→ What the exercise asks
Go through the entries below and retype them exactly, omitting each picture.

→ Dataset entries
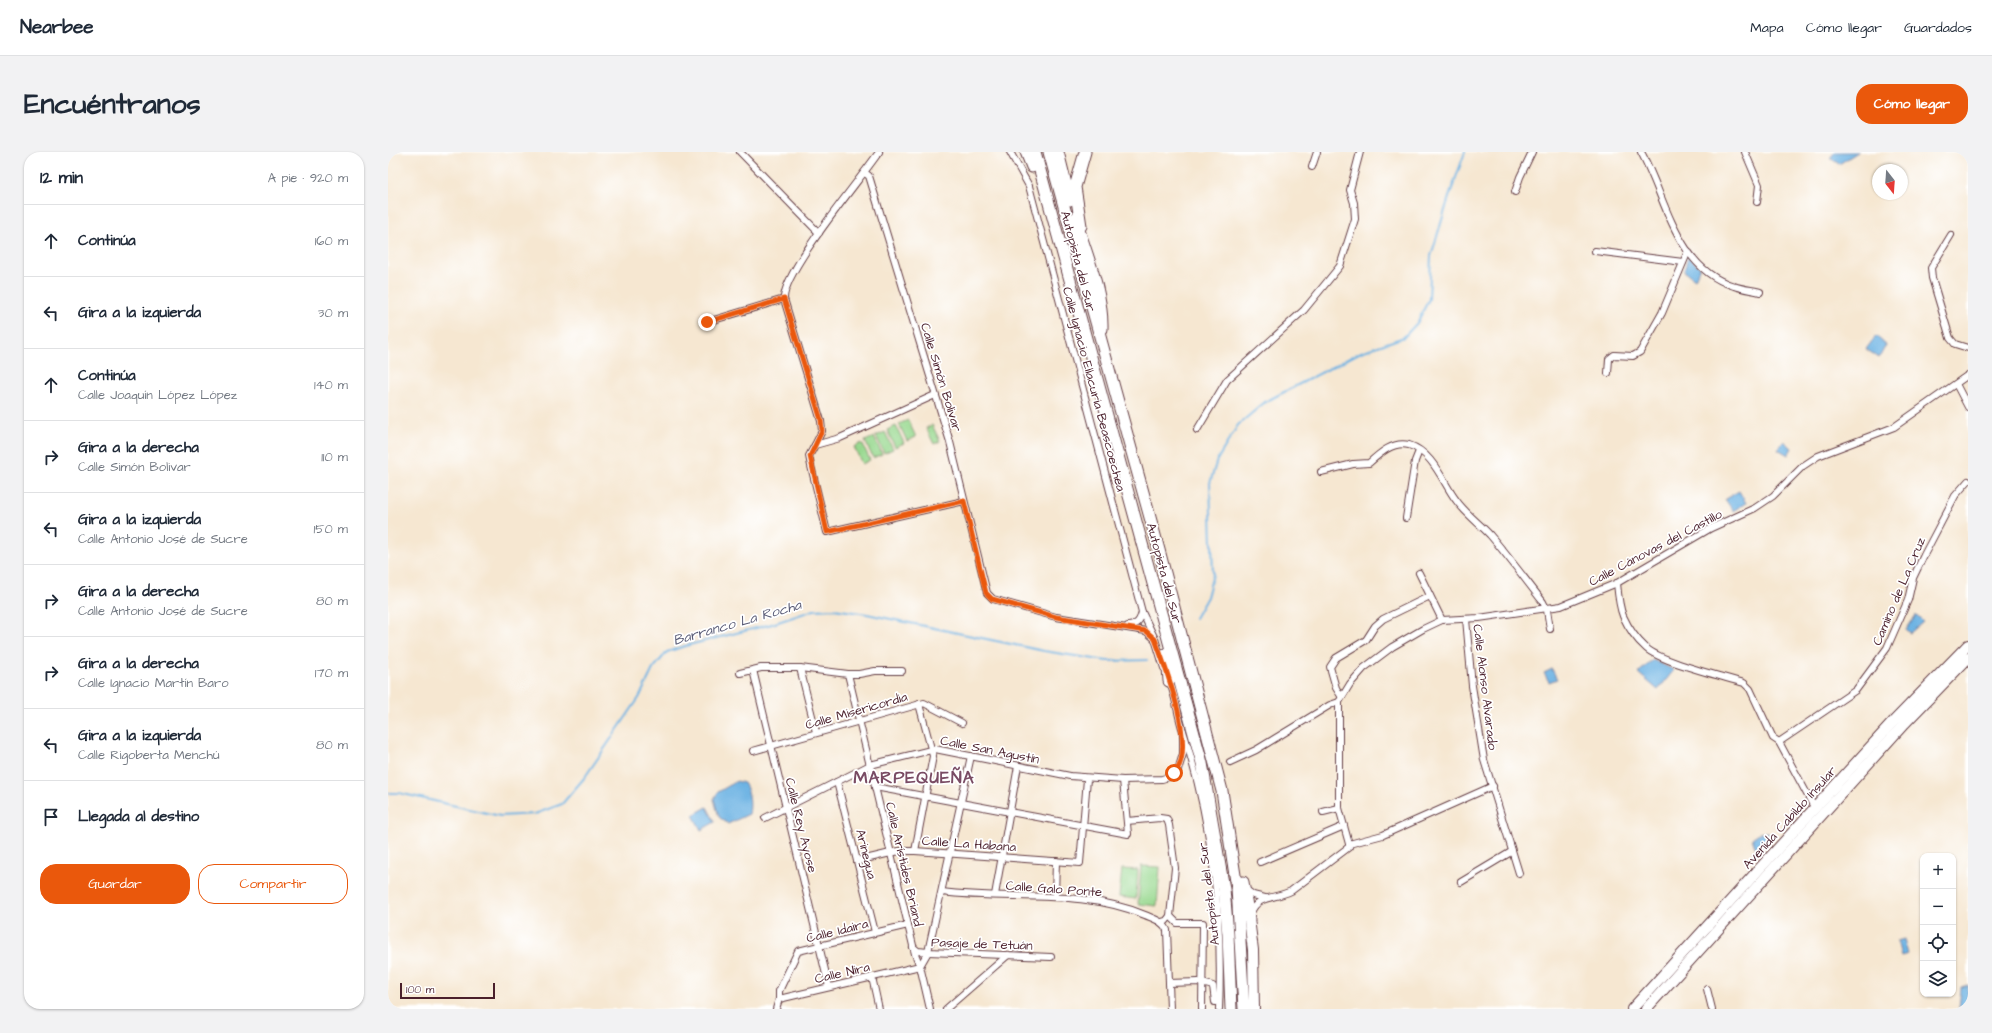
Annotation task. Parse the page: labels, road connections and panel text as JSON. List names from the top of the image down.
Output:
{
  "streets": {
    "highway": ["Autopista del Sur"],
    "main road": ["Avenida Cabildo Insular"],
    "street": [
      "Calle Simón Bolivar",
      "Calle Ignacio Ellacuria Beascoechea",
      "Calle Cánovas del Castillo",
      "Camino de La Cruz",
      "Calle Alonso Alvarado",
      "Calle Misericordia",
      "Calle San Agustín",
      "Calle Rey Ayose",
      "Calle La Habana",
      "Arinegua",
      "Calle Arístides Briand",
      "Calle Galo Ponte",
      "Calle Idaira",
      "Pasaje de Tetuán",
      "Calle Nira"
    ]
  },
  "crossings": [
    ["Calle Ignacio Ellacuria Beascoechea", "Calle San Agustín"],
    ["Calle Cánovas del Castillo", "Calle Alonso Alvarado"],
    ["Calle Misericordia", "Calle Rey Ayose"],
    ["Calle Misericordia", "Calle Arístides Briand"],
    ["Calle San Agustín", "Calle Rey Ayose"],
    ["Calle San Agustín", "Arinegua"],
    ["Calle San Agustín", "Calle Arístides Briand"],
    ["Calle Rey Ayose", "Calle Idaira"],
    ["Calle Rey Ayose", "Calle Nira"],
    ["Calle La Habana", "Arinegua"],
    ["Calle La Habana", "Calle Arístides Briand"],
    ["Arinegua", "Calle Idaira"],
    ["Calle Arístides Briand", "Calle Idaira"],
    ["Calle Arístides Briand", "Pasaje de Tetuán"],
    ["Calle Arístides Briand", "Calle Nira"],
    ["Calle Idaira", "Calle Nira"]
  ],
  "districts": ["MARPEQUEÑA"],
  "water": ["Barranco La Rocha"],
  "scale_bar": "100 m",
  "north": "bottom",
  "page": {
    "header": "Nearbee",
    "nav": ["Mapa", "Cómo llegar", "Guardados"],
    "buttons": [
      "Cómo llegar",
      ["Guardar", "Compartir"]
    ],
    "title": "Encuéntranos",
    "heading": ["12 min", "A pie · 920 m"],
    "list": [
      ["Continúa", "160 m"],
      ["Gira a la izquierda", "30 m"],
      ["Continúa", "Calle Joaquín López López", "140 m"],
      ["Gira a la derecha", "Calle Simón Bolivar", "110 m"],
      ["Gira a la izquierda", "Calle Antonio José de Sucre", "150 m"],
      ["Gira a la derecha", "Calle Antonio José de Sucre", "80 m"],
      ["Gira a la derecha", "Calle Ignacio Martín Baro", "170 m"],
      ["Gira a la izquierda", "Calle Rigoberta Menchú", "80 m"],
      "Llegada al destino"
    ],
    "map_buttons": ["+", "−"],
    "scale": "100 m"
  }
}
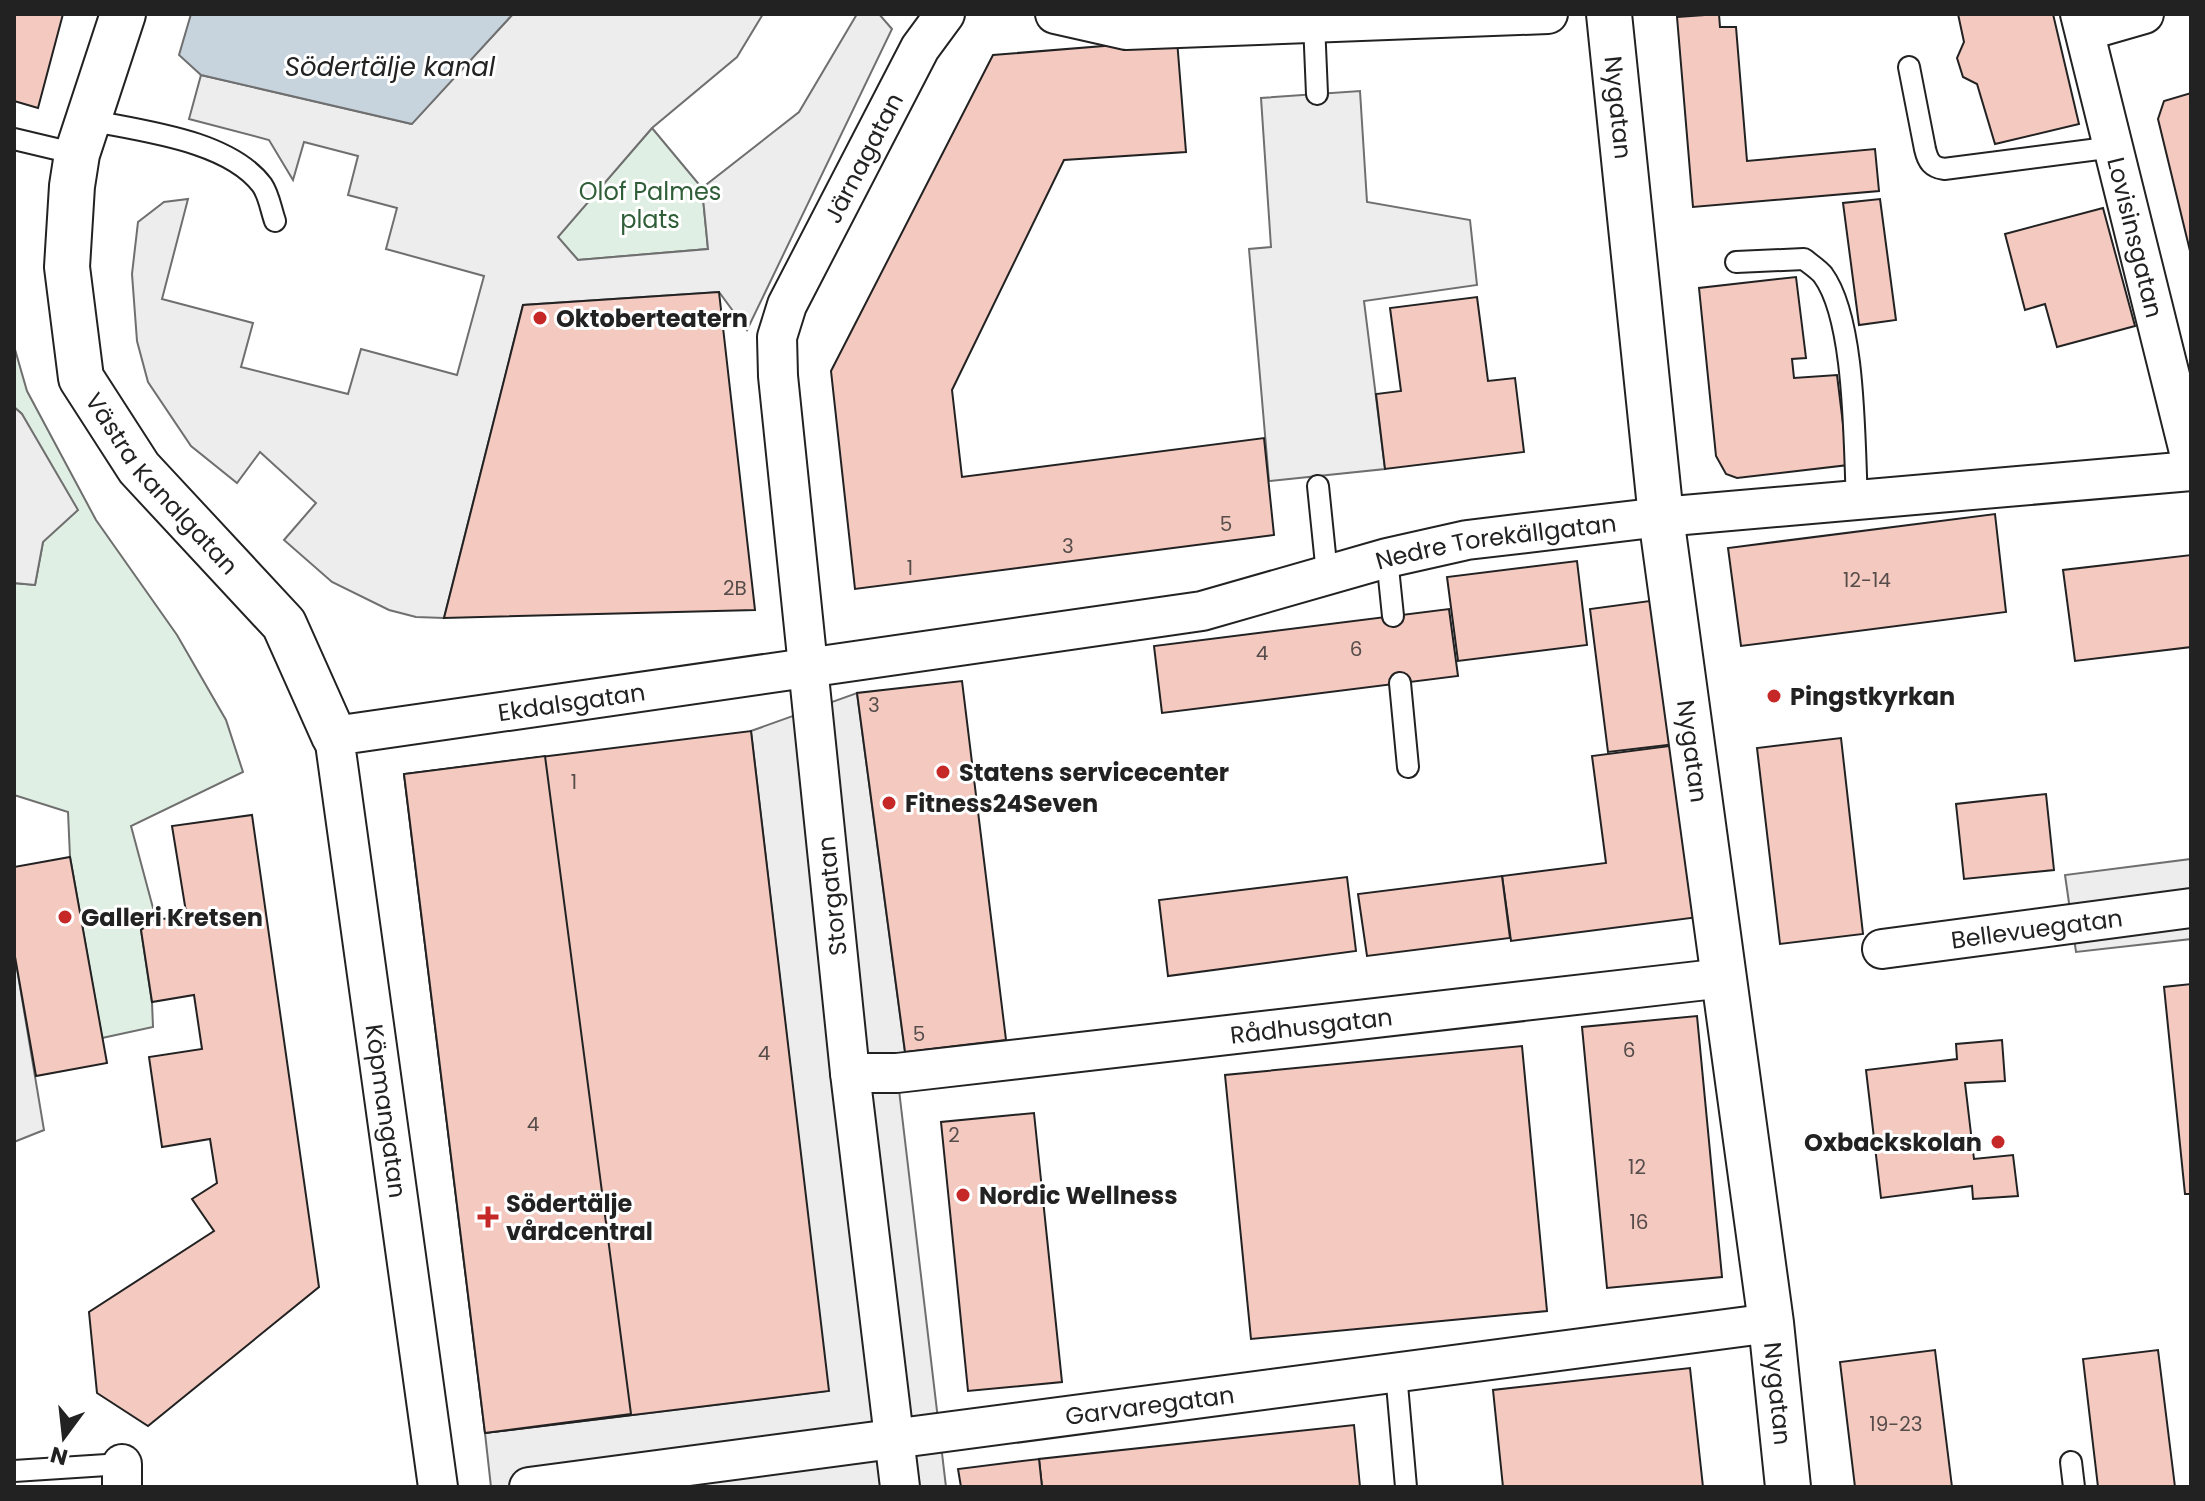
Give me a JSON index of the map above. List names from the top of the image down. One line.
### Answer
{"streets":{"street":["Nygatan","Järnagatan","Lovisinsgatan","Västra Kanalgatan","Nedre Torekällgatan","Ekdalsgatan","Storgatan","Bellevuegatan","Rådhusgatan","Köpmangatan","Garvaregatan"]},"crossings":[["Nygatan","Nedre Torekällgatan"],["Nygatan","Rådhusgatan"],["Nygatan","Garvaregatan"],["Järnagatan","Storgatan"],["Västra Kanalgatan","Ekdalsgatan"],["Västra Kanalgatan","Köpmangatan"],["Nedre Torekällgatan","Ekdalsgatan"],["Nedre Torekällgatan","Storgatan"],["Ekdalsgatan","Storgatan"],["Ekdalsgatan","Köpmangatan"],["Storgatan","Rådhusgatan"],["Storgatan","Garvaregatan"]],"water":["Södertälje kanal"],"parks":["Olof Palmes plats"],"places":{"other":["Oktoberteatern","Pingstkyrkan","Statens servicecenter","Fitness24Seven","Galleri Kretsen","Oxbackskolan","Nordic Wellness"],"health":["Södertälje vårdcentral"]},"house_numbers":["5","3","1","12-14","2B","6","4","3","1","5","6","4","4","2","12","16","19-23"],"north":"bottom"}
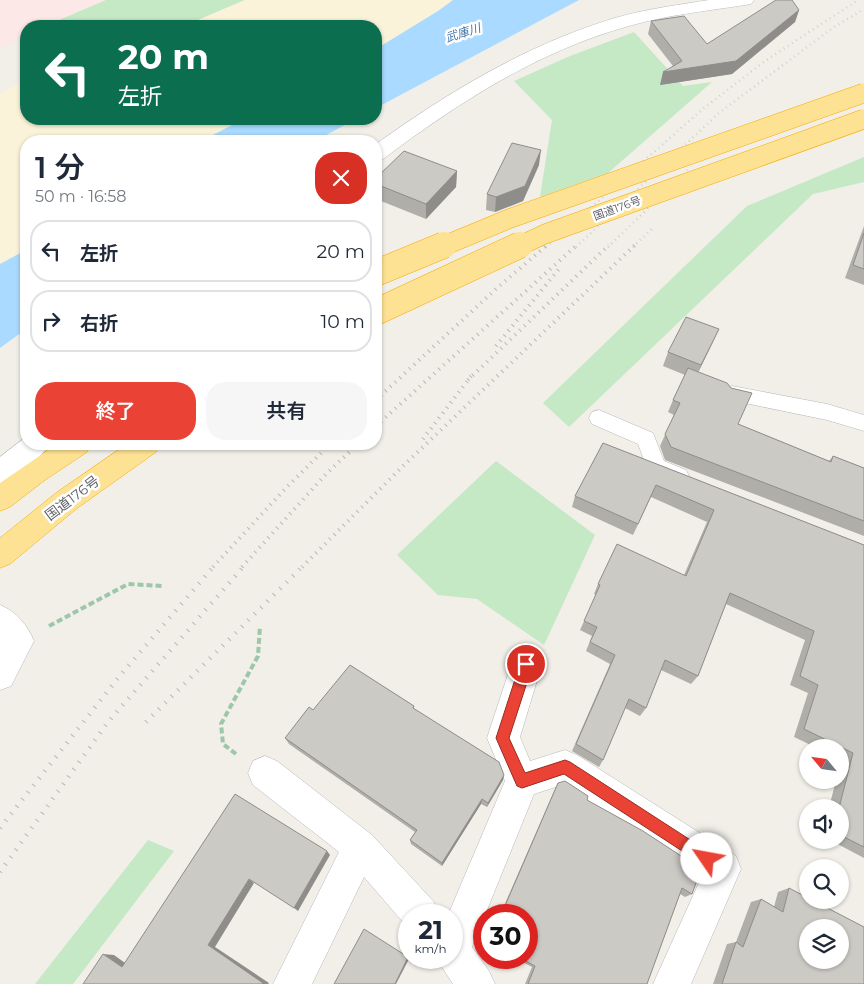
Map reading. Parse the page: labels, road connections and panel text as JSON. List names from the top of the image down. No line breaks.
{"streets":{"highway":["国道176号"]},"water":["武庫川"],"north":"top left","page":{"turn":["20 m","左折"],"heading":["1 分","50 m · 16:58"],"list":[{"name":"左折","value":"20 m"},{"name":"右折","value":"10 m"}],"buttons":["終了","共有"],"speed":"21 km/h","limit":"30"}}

→ Exercise result
Annotation task. Parse the page: labels, road connections and panel text as JSON. List names from the top of the image down.
Output:
{
  "streets": {
    "highway": ["Autopista del Sur"],
    "main road": ["Avenida Cabildo Insular"],
    "street": [
      "Calle Simón Bolivar",
      "Calle Ignacio Ellacuria Beascoechea",
      "Calle Cánovas del Castillo",
      "Camino de La Cruz",
      "Calle Alonso Alvarado",
      "Calle Misericordia",
      "Calle San Agustín",
      "Calle Rey Ayose",
      "Calle La Habana",
      "Arinegua",
      "Calle Arístides Briand",
      "Calle Galo Ponte",
      "Calle Idaira",
      "Pasaje de Tetuán",
      "Calle Nira"
    ]
  },
  "crossings": [
    ["Calle Ignacio Ellacuria Beascoechea", "Calle San Agustín"],
    ["Calle Cánovas del Castillo", "Calle Alonso Alvarado"],
    ["Calle Misericordia", "Calle Rey Ayose"],
    ["Calle Misericordia", "Calle Arístides Briand"],
    ["Calle San Agustín", "Calle Rey Ayose"],
    ["Calle San Agustín", "Arinegua"],
    ["Calle San Agustín", "Calle Arístides Briand"],
    ["Calle Rey Ayose", "Calle Idaira"],
    ["Calle Rey Ayose", "Calle Nira"],
    ["Calle La Habana", "Arinegua"],
    ["Calle La Habana", "Calle Arístides Briand"],
    ["Arinegua", "Calle Idaira"],
    ["Calle Arístides Briand", "Calle Idaira"],
    ["Calle Arístides Briand", "Pasaje de Tetuán"],
    ["Calle Arístides Briand", "Calle Nira"],
    ["Calle Idaira", "Calle Nira"]
  ],
  "districts": ["MARPEQUEÑA"],
  "water": ["Barranco La Rocha"],
  "scale_bar": "100 m",
  "north": "bottom",
  "page": {
    "header": "Nearbee",
    "nav": ["Mapa", "Cómo llegar", "Guardados"],
    "buttons": [
      "Cómo llegar",
      ["Guardar", "Compartir"]
    ],
    "title": "Encuéntranos",
    "heading": ["12 min", "A pie · 920 m"],
    "list": [
      ["Continúa", "160 m"],
      ["Gira a la izquierda", "30 m"],
      ["Continúa", "Calle Joaquín López López", "140 m"],
      ["Gira a la derecha", "Calle Simón Bolivar", "110 m"],
      ["Gira a la izquierda", "Calle Antonio José de Sucre", "150 m"],
      ["Gira a la derecha", "Calle Antonio José de Sucre", "80 m"],
      ["Gira a la derecha", "Calle Ignacio Martín Baro", "170 m"],
      ["Gira a la izquierda", "Calle Rigoberta Menchú", "80 m"],
      "Llegada al destino"
    ],
    "map_buttons": ["+", "−"],
    "scale": "100 m"
  }
}
Give me a JSON index of the map above. List names from the top of the image down. One line.
### Answer
{"streets":{"street":["Nygatan","Järnagatan","Lovisinsgatan","Västra Kanalgatan","Nedre Torekällgatan","Ekdalsgatan","Storgatan","Bellevuegatan","Rådhusgatan","Köpmangatan","Garvaregatan"]},"crossings":[["Nygatan","Nedre Torekällgatan"],["Nygatan","Rådhusgatan"],["Nygatan","Garvaregatan"],["Järnagatan","Storgatan"],["Västra Kanalgatan","Ekdalsgatan"],["Västra Kanalgatan","Köpmangatan"],["Nedre Torekällgatan","Ekdalsgatan"],["Nedre Torekällgatan","Storgatan"],["Ekdalsgatan","Storgatan"],["Ekdalsgatan","Köpmangatan"],["Storgatan","Rådhusgatan"],["Storgatan","Garvaregatan"]],"water":["Södertälje kanal"],"parks":["Olof Palmes plats"],"places":{"other":["Oktoberteatern","Pingstkyrkan","Statens servicecenter","Fitness24Seven","Galleri Kretsen","Oxbackskolan","Nordic Wellness"],"health":["Södertälje vårdcentral"]},"house_numbers":["5","3","1","12-14","2B","6","4","3","1","5","6","4","4","2","12","16","19-23"],"north":"bottom"}
Map reading. Parse the page: labels, road connections and panel text as JSON. List names from the top of the image down. No line breaks.
{"streets":{"highway":["国道176号"]},"water":["武庫川"],"north":"top left","page":{"turn":["20 m","左折"],"heading":["1 分","50 m · 16:58"],"list":[{"name":"左折","value":"20 m"},{"name":"右折","value":"10 m"}],"buttons":["終了","共有"],"speed":"21 km/h","limit":"30"}}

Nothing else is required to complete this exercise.